Without including any pictures, give back all of the data exactly.

━━━ Supplied entries

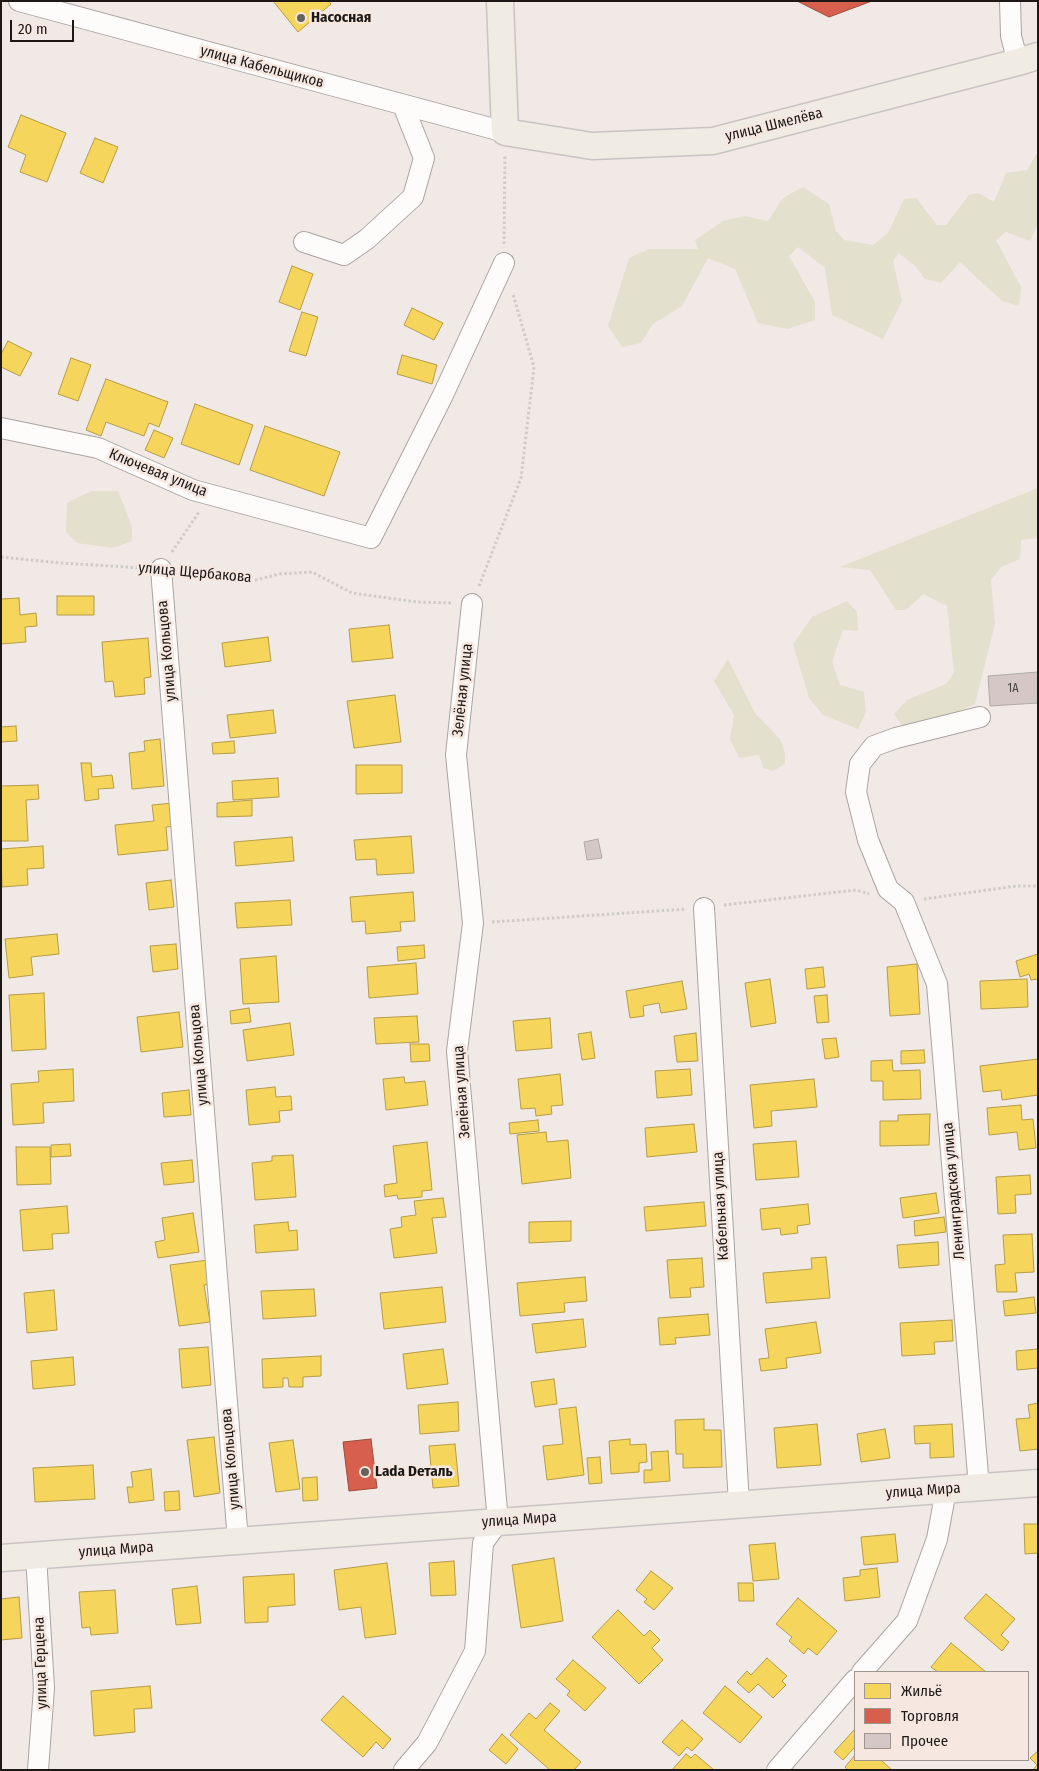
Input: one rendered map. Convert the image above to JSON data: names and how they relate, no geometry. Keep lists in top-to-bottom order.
{
  "streets": {
    "main road": ["улица Шмелёва", "улица Мира"],
    "street": [
      "улица Кабельщиков",
      "Ключевая улица",
      "улица Кольцова",
      "Зелёная улица",
      "Ленинградская улица",
      "Кабельная улица",
      "улица Герцена"
    ],
    "path": ["улица Щербакова"]
  },
  "crossings": [
    ["улица Кабельщиков", "улица Шмелёва"],
    ["улица Щербакова", "улица Кольцова"],
    ["улица Щербакова", "Зелёная улица"],
    ["улица Кольцова", "улица Мира"],
    ["Зелёная улица", "улица Мира"],
    ["Ленинградская улица", "улица Мира"],
    ["Кабельная улица", "улица Мира"],
    ["улица Мира", "улица Герцена"]
  ],
  "places": ["Насосная", "Lada Dеталь"],
  "house_numbers": ["1А"],
  "legend": ["Жильё", "Торговля", "Прочее"],
  "scale_bar": "20 m"
}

━━━━━━

*Solution for this problem:*
Input: one rendered map. Convert the image above to JSON data: names and how they relate, no geometry. Keep lists in top-to-bottom order.
{
  "streets": {
    "main road": ["улица Шмелёва", "улица Мира"],
    "street": [
      "улица Кабельщиков",
      "Ключевая улица",
      "улица Кольцова",
      "Зелёная улица",
      "Ленинградская улица",
      "Кабельная улица",
      "улица Герцена"
    ],
    "path": ["улица Щербакова"]
  },
  "crossings": [
    ["улица Кабельщиков", "улица Шмелёва"],
    ["улица Щербакова", "улица Кольцова"],
    ["улица Щербакова", "Зелёная улица"],
    ["улица Кольцова", "улица Мира"],
    ["Зелёная улица", "улица Мира"],
    ["Ленинградская улица", "улица Мира"],
    ["Кабельная улица", "улица Мира"],
    ["улица Мира", "улица Герцена"]
  ],
  "places": ["Насосная", "Lada Dеталь"],
  "house_numbers": ["1А"],
  "legend": ["Жильё", "Торговля", "Прочее"],
  "scale_bar": "20 m"
}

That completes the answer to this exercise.